でも、なぜ “village(村)” が出てくるのでしょうか?
“It takes a village to raise a child.”
実は “It takes a village.” とは、あるフレーズを短くしたもので、それが、
It takes a village to raise a child.
です。もしくは、”It takes a whole village to raise a child.” と言われることもあります。
これはアフリカで古くから伝わる格言だそうですが、英語でもよく使われるフレーズで、直訳すると「1人の子どもを育てるには村全体(の人の力)が必要だ」という意味になります。
“It takes a village to raise a child.” を考える
“It takes a village to raise a child.”
これは、子どもを育てるのはその親だけではなく、家族・学校や習い事の先生・友人や地域の人など、社会全体のいろんな人の知恵や協力があってなし得るものだというこということです。
今では文字通りvillageで育てられる子どもは少なくなったかもしれませんが、それでも周りで支えてくれる人、近所のスーパーでいつも声をかけてくれる店員さん、遠くに住んでいても支えてくれる家族も大切なvillageの一員だと思います。
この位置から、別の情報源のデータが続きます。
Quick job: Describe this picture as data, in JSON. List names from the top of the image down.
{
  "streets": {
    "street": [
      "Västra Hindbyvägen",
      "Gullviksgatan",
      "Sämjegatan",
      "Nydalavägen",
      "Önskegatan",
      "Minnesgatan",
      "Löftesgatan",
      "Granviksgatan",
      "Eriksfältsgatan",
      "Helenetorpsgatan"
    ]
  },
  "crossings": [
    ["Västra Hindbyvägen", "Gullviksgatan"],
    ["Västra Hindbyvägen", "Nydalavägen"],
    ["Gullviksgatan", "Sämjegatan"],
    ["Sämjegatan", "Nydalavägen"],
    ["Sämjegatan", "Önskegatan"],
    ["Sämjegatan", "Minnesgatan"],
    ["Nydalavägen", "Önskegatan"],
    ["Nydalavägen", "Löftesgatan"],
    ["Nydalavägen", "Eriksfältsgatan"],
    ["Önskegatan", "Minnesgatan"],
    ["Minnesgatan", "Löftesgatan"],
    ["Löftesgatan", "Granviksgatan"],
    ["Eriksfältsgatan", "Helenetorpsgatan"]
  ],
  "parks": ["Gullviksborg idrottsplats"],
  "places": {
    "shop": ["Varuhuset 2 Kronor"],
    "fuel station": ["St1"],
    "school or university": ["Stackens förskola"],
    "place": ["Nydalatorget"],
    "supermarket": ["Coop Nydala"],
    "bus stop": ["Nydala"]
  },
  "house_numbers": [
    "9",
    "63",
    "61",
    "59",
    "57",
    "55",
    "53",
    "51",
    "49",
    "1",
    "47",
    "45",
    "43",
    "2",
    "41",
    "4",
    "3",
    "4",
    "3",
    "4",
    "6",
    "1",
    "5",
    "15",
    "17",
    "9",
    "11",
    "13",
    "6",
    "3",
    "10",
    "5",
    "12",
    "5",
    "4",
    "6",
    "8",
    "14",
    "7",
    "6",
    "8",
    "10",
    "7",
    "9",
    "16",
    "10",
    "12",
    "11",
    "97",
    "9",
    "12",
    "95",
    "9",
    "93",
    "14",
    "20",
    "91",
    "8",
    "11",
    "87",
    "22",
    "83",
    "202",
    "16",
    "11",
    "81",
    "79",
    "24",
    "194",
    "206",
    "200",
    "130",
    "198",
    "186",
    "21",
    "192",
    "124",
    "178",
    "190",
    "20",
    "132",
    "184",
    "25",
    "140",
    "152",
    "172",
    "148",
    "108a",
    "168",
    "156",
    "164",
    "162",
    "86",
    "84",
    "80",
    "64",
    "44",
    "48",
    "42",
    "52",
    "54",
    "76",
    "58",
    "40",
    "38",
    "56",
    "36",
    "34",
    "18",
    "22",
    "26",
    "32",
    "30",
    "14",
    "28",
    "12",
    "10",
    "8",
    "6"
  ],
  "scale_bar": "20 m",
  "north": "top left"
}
そんな様々な人たちとの関わりの中で子どもは大切なことを学び育っていくんですね。
また、子どもが直接関わらなくても、親をサポートしてくれている人たちもvillageの大事なメンバーです。villageの形は時代とともに変わっても、大事なことは変わらないのかもしれません。
逆に言うと、大事なことは変わらないのに、villageの形が変わってしまった現代では “It takes a village to raise a child.” は理解されにくいのかもしれないと「子持ち様論争」なんかを目にすると感じます。
そして、上で紹介した “It takes a village.(何かを成し遂げるにはいろんな人の協力が必要だ)” は単に「人手がたくさん必要」というよりも「多くの人たちが、それぞれの持つ力を合わせてこそ成し遂げられる」ということにポイントがあるのではないかと思います。
「他の人に迷惑をかけない」が良しとされることも多い今の時代、考えさせられるフレーズだなと感じたので紹介してみました。